Leicester University

Way back in 1972 the nation thought fit to celebrate its Modern University Buildings, rightly so, as many campuses represented the very best of the era’s architecture.

Leicester was foremost in this innovative use of C20 constructions.

Attenborough Tower

The Attenborough Building is the tallest building on the campus, and houses arts and humanities departments.

The building comprises three distinct elements: an 18-storey tower block containing 270 offices and tutorial rooms; a low-rise building, known within the University as the Attenborough Seminar Block, containing seminar rooms and computing facilities; and an underground area housing two large lecture theatres and the University Film Theatre.

It was designed by Arup Associates and constructed between 1968 and 1970, with Ove Arup as the chief engineers.

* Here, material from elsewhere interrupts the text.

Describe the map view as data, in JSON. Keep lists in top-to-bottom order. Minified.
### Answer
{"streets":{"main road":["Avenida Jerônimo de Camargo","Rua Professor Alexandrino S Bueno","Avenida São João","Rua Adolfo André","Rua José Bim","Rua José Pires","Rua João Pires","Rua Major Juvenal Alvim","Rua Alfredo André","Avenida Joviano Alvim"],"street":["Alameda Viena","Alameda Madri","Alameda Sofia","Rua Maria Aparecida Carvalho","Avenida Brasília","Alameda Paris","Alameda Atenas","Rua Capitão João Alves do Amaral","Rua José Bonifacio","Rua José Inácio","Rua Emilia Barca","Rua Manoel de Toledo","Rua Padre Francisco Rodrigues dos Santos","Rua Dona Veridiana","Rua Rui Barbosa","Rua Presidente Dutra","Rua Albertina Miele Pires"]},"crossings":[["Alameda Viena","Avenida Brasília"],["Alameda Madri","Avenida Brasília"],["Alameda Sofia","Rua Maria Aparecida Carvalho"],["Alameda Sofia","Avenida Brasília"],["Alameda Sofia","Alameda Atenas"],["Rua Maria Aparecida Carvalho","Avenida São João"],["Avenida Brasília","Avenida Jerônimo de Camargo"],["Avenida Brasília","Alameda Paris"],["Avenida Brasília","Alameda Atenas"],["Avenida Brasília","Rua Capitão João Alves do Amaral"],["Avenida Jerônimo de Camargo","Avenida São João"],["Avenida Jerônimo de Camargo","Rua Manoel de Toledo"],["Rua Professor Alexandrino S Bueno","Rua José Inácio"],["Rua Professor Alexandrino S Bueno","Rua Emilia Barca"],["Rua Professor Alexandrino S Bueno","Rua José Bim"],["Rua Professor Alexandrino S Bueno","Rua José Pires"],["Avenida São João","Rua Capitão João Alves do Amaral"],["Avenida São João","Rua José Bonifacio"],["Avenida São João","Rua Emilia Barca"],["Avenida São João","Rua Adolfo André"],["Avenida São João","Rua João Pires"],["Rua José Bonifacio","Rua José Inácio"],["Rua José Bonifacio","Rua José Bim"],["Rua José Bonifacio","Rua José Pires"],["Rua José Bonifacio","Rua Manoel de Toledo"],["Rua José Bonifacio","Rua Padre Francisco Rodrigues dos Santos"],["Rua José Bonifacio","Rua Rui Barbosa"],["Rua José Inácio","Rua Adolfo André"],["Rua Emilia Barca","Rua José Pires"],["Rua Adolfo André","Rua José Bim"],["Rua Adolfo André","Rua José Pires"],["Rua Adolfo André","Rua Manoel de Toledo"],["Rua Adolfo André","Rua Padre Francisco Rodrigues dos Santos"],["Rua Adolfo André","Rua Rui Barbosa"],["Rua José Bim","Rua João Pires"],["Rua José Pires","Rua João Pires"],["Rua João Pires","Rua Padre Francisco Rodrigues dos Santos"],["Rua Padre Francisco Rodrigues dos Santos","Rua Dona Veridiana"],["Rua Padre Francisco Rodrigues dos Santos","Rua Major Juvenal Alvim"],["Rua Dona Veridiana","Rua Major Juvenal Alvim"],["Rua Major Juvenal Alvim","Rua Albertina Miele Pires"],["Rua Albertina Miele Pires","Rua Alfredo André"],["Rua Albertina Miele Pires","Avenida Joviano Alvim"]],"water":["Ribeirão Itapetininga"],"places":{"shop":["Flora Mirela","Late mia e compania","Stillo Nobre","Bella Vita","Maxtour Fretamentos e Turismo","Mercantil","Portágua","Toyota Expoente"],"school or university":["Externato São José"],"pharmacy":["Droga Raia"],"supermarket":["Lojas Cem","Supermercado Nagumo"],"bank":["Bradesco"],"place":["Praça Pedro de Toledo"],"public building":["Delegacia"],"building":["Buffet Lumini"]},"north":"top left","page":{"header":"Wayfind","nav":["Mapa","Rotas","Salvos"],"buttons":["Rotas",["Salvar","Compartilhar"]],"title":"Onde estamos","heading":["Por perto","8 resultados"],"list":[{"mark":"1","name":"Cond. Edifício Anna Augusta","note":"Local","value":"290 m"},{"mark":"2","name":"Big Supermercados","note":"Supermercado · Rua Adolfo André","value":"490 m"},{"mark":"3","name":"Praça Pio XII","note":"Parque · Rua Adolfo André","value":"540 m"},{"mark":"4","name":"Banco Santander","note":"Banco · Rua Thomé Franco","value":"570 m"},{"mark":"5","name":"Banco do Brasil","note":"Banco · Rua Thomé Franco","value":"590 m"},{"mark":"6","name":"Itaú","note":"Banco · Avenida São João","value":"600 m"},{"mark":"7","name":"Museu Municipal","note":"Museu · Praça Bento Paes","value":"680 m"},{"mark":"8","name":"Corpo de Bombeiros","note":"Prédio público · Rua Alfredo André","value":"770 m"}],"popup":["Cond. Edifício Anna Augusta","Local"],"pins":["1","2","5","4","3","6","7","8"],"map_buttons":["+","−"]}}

The university’s development plan at the time called for two other similar towers, but these were never built.

The building was named after Frederick Attenborough, who was principal of the then University College from 1932 until 1951, and father of Richard and David Attenborough. By the time of the opening ceremony Frederick was elderly and frail, so the building was opened on his behalf by his youngest son John.

Wikipedia

Engineering Building

Opened in 1963 and widely regarded as one of the most architecturally important buildings of its era, the Engineering Building at Leicester is utterly distinctive.

Between them, architects James Gowan and James Stirling, plus engineer Frank Newby, created a unique piece of modern architecture designed around both the specific needs of the Engineering Department.

Atop the two cantilevered lecture theatres sit two joined towers containing labs and offices, their design inspired by the superstructure of an aircraft carrier. The rippling ‘waves’ of the two large glass roofs, angled at 45 degrees to the towers, face north to provide illumination without direct sunlight – which could affect delicate instruments.

There are actually two types of glass in the roof: translucent ply-glass with an inner layer of fibreglass, and opaque glass coated with aluminium. The distinction between the two only becomes noticeable at night when the building is illuminated.

Wiki.commons

The building’s walls are constructed of red Accrington brick and red Dutch tiles. Atop the taller tower is a water tank to provide hydraulic pressure, while the corner of the shorter tower is cambered to avoid overhanging part of Victoria Park. Within the ground floor workshop space, which is partitionable to provide flexibility, the floor is a series of concrete slabs that can be removed to provide foundations for machinery as required.

Visually stunning it may be, practical too, but the complexity of its design makes the Engineering Building very difficult – and hence expensive to keep in good repair, a situation exacerbated by the restrictions of its Grade II* listing.

Leicester University

Like Kahn at Philadelphia or Rudolph in New Haven, Stirling and Gowan at Leicester have given future architects and building committees a qualitative solution that can form a challenge for future efforts. They were not, themselves, forced into the strait-jacket of a local modernist cliché that was already established on the far side of the campus, and they refrained from setting up a rival one on their own quarter of the site-one which would have only required undoing at some future time. Instead, the architects addressed themselves to the immediate demands of the programme with devotion and respect.

Architectural Review 1963

Charles Wilson Building

Sir Charles Haynes Wilson was a Scottish political scientist and university administrator. As Principal of University College Leicester, he led the institution to university status in 1957 and served as the first Vice-Chancellor of the new University of Leicester, before becoming Principal of the University of Glasgow in 1961.

The building was designed by Sir Denys Lasdun in the brutalist style, and completed in 1963.

It is Category B listed. 

It is the university’s main social and catering building, and is licensed as a venue for civil weddings and civil partnerships.